How severe does this issue affect your experience of using Ray?
- High: It blocks me to complete my task.
I don’t have a good understanding of how available_node_types is supposed to work, when you have more than one.
I want to use spot instances as much as possible, but for ray cluster to use up to a certain number of non-spot instances as a fallback, in case the desired # of spot instances is not available. So, I created 2 node types in the available_node_types list.
The problem is that the cluster manager never tries to launch any non-spot instances. Instead it retries launching spot instances, which typically does not succeed.

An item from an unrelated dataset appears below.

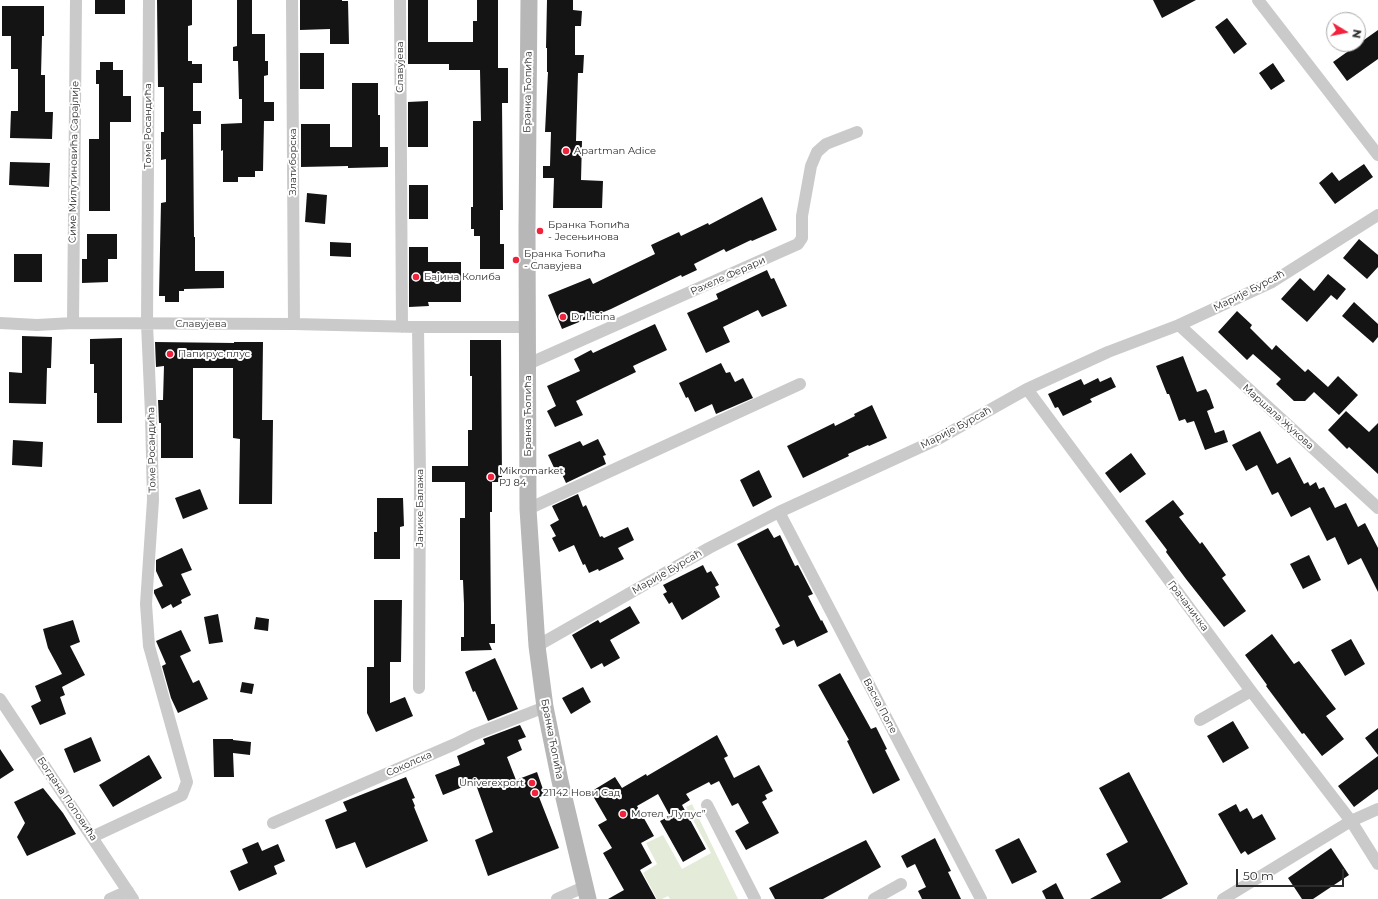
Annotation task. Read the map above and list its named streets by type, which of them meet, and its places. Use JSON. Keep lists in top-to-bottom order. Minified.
{"streets":{"street":["Славујева","Бранка Ћопића","Томе Росандића","Симе Милутиновића Сарајлије","Златиборска","Рахеле Ферари","Марије Бурсаћ","Маршала Жукова","Јанике Балажа","Грачаничка","Васка Попе","Соколска","Богдана Поповића"]},"crossings":[["Славујева","Бранка Ћопића"],["Славујева","Томе Росандића"],["Славујева","Симе Милутиновића Сарајлије"],["Славујева","Златиборска"],["Славујева","Јанике Балажа"],["Бранка Ћопића","Рахеле Ферари"],["Бранка Ћопића","Марије Бурсаћ"],["Бранка Ћопића","Соколска"],["Томе Росандића","Богдана Поповића"],["Марије Бурсаћ","Маршала Жукова"],["Марије Бурсаћ","Грачаничка"],["Марије Бурсаћ","Васка Попе"]],"places":["Apartman Adice","Бранка Ћопића - Јесењинова","Бранка Ћопића - Славујева","Бајина Колиба","Dr Licina","Папирус плус","Mikromarket PJ 84","Univerexport","21142 Нови Сад","Мотел „Лупус”"],"scale_bar":"50 m","north":"right"}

Here is a a stripped down snippet from my yaml file
available_node_types:
ray.head.default:
# omitting this because it works fine
ray.worker.nonspot_256:
# big non-spot instances, in case we can't get enough spot instances
min_workers: 0
max_workers: 8 # limiting these because they're expensive
resources: {"object_store_memory": 100000000}
node_config:
InstanceType: x2iedn.2xlarge # 256 GB ram
# omitting aws details which should not be relevant
ray.worker.spot_256:
min_workers: 0
max_workers: 14 # usually can't get more than this many x2iedn.2xlarge instances
resources: {"object_store_memory": 100000000}
node_config:
InstanceType: x2iedn.2xlarge # 256 GB ram
InstanceMarketOptions:
MarketType: spot